About this task: This exercise calls for the line with "for (const r", the line with "g.translate(x, y);", and all lines between them in the material below, output exactly and with no other lines.

-- Provided records follows --

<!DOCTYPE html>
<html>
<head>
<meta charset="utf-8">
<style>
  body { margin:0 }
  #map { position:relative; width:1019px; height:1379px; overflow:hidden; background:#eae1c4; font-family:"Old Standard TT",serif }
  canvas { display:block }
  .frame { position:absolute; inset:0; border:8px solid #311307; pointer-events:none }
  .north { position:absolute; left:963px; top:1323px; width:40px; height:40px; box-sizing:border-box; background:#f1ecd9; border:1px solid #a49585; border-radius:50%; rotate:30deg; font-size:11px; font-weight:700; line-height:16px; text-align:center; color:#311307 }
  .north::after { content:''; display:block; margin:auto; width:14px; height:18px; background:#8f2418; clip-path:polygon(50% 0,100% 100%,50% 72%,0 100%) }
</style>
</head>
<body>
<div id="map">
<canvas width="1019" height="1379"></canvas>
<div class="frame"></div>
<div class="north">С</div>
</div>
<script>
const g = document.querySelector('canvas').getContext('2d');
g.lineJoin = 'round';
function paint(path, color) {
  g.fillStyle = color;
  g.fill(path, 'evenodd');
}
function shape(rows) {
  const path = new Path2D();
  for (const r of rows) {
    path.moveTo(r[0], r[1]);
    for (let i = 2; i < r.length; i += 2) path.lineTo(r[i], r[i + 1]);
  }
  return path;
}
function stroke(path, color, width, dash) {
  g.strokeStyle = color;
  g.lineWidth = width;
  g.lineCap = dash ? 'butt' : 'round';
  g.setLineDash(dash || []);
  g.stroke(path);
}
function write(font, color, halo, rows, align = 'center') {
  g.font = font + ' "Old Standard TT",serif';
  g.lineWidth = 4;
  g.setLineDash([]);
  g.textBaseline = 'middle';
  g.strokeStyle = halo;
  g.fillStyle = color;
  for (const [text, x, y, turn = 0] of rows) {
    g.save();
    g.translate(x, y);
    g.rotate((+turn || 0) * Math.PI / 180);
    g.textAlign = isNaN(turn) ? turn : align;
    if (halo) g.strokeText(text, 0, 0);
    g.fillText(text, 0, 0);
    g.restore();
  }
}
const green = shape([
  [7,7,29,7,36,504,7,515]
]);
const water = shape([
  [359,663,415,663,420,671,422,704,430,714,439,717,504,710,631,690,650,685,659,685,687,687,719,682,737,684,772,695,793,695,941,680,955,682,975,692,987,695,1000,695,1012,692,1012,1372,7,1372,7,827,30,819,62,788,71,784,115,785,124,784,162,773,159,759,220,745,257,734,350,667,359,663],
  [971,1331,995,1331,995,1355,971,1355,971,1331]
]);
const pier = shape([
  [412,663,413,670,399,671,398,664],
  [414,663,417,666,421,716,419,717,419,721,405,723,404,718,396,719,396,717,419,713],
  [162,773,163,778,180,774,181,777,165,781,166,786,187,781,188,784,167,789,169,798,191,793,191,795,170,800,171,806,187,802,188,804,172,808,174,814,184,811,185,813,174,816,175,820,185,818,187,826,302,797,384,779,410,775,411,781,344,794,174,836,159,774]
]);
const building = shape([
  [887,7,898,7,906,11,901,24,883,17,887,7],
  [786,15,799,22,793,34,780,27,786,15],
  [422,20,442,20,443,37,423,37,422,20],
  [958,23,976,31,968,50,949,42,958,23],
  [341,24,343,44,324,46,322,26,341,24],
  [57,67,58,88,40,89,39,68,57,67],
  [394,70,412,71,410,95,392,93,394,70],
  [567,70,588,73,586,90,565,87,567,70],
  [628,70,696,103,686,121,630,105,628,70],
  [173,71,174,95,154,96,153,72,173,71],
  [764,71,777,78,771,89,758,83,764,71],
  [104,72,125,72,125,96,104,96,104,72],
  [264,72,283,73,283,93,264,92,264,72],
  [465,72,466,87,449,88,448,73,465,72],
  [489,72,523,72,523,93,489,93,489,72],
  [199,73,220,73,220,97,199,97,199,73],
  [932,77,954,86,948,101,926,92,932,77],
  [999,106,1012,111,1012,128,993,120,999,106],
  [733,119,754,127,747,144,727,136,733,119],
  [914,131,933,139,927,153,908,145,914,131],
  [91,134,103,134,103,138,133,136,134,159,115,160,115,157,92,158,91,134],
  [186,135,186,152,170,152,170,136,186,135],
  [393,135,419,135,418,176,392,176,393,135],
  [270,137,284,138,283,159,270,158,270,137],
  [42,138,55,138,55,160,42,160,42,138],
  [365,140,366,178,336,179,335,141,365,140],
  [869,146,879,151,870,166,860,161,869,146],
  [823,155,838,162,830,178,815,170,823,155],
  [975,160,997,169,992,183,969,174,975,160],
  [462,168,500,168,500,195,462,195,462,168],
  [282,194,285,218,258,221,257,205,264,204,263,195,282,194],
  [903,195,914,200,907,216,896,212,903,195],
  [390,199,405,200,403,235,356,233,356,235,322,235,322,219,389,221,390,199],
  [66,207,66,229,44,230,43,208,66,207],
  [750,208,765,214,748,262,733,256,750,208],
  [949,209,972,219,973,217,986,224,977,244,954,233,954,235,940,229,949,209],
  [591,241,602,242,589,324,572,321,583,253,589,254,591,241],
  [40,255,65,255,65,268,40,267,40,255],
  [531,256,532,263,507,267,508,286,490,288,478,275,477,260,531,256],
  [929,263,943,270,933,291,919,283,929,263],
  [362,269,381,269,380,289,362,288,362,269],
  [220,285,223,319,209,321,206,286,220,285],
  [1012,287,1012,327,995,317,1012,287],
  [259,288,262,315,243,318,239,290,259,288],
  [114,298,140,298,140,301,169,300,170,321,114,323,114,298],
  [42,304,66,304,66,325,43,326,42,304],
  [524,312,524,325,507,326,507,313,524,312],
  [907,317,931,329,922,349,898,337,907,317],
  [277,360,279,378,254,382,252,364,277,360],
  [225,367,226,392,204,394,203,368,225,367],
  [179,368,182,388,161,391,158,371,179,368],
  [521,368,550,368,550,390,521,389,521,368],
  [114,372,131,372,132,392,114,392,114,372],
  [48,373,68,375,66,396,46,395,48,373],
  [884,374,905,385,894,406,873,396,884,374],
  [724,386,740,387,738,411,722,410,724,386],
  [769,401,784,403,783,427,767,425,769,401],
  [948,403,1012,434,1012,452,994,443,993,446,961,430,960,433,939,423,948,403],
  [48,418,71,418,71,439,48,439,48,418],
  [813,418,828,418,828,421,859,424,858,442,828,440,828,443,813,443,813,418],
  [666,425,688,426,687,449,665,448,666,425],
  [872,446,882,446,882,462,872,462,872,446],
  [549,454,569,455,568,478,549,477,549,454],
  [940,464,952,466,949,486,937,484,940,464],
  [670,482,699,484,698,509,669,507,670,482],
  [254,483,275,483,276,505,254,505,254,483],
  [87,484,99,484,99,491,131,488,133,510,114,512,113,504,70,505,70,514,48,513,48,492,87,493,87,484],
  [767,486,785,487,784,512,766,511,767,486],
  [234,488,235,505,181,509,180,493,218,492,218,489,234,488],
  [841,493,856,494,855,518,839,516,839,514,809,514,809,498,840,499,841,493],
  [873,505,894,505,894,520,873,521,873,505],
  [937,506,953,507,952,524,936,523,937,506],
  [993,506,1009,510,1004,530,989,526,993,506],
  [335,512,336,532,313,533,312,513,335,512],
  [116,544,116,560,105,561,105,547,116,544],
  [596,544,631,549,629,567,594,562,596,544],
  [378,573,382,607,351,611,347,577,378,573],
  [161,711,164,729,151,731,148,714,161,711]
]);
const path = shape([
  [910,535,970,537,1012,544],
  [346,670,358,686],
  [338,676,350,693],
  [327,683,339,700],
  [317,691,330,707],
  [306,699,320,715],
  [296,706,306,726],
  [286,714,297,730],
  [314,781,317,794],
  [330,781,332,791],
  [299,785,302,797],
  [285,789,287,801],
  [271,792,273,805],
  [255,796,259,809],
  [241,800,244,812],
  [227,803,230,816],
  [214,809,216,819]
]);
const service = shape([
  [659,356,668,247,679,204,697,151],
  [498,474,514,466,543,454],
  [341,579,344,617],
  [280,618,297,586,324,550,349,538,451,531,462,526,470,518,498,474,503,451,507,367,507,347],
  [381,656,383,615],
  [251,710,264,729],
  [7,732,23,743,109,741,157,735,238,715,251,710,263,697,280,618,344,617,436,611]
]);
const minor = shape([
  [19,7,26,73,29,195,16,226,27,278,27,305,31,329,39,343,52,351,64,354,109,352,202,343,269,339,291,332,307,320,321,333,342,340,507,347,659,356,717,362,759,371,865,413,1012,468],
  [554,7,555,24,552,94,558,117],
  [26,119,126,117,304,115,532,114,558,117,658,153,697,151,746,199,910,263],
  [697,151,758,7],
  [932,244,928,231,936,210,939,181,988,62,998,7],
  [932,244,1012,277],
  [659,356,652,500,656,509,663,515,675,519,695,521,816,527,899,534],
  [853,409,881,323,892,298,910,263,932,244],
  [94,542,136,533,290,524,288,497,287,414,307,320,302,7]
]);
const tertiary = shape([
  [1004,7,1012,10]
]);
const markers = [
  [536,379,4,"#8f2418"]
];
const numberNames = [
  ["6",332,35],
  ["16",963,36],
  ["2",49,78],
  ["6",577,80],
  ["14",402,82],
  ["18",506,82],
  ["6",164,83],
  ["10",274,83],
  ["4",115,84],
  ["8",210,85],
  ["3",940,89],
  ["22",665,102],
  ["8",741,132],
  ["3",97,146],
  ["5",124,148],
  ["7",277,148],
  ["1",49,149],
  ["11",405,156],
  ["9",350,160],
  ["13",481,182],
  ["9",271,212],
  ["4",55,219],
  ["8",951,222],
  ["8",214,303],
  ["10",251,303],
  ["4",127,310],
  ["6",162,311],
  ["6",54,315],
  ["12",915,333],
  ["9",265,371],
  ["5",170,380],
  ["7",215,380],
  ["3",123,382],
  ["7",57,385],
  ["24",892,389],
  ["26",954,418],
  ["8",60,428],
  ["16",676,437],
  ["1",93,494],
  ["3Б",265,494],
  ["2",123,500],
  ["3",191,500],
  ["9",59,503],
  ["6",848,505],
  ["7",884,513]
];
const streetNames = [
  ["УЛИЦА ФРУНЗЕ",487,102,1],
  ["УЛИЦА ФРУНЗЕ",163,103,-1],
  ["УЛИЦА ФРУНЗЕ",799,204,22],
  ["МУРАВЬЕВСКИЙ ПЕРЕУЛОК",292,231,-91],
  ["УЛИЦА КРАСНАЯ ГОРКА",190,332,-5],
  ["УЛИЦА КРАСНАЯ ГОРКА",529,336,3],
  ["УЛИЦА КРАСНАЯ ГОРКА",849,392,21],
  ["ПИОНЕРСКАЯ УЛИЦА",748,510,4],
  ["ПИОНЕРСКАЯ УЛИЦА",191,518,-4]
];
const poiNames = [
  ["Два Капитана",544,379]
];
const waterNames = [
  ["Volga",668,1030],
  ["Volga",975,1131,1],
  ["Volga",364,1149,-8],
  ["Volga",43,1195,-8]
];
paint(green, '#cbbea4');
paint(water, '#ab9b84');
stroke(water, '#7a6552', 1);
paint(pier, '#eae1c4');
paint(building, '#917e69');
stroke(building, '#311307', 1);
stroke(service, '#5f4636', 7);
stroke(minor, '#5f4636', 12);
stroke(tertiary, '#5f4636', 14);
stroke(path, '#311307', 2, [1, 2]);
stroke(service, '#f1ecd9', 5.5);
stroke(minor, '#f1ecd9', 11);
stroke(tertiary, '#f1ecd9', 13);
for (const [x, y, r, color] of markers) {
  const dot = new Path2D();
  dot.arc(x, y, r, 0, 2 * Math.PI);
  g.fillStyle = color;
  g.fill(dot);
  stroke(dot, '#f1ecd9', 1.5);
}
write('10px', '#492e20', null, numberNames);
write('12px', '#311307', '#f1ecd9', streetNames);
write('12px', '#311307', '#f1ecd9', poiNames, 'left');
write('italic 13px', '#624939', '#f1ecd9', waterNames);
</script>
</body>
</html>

-- Provided records concluded --

Written reply:
  for (const r of rows) {
    path.moveTo(r[0], r[1]);
    for (let i = 2; i < r.length; i += 2) path.lineTo(r[i], r[i + 1]);
  }
  return path;
}
function stroke(path, color, width, dash) {
  g.strokeStyle = color;
  g.lineWidth = width;
  g.lineCap = dash ? 'butt' : 'round';
  g.setLineDash(dash || []);
  g.stroke(path);
}
function write(font, color, halo, rows, align = 'center') {
  g.font = font + ' "Old Standard TT",serif';
  g.lineWidth = 4;
  g.setLineDash([]);
  g.textBaseline = 'middle';
  g.strokeStyle = halo;
  g.fillStyle = color;
  for (const [text, x, y, turn = 0] of rows) {
    g.save();
    g.translate(x, y);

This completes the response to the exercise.